A problem might occur if a program writes data onto the volume immediately before the lockfs command is run. To prevent this problem, temporarily stop all the services running on this node. Also, be sure the cluster is running problem-free before performing the backup procedure.
-
Become superuser on the cluster node you want to back up.
-
Use the metaset(1M) command to determine which node has the ownership on the backed up volume.
# metaset -s setname
- -s setname
-
Specifies the disk set name.
-
Use the lockfs(1M) command with the -w option to lock the file system from writes.
# lockfs -w mountpoint
Note –You must lock the file system only if a UFS file system resides on the mirror. For example, if the Solstice DiskSuite metadevice or Solaris Volume Manager volume is set up as a raw device for database management software or some other specific application, it would not be necessary to use the lockfs command.
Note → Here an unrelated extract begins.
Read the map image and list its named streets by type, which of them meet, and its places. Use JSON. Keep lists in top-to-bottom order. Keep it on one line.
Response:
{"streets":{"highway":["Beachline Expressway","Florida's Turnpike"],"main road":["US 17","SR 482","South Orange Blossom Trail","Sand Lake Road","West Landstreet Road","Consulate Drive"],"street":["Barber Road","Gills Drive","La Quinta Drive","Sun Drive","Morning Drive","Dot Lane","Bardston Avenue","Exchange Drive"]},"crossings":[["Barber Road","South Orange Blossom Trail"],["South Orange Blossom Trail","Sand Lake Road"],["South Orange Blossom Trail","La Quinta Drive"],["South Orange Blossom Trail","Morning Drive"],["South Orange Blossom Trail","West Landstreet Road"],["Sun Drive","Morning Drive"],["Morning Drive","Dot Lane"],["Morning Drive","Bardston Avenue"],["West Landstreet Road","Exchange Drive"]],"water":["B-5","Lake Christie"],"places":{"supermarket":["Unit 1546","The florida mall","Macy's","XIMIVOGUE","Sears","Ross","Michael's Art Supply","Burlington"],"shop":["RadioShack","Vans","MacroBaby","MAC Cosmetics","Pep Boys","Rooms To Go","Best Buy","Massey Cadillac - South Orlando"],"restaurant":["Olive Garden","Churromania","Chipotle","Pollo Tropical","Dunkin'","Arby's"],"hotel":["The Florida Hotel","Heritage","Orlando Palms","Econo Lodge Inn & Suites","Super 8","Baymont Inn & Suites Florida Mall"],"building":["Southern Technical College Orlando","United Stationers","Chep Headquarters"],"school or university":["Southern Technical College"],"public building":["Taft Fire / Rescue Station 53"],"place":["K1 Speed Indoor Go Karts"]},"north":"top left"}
You may, however, want to run the appropriate vender-dependent utility to flush any buffers and lock access.
-
Use the metastat(1M) command to determine the names of the submirrors.
# metastat -s setname -p
- -p
-
Displays the status in a format similar to the md.tab file.
-
Use the metadetach(1M) command to take one submirror offline from the mirror.
# metadetach -s setname mirror submirror
Note –Reads will continue to be made from the other submirrors. However, the offline submirror will be out of sync as soon as the first write is made to the mirror. This inconsistency is corrected when the offline submirror is brought back online. You don't need to run fsck.
-
Unlock the file systems and allow writes to continue, using the lockfs command with the -u option.
# lockfs -u mountpoint
-
Perform a file system check.
# fsck /dev/md/diskset/rdsk/submirror
-
Back up the offline submirror to tape or another medium.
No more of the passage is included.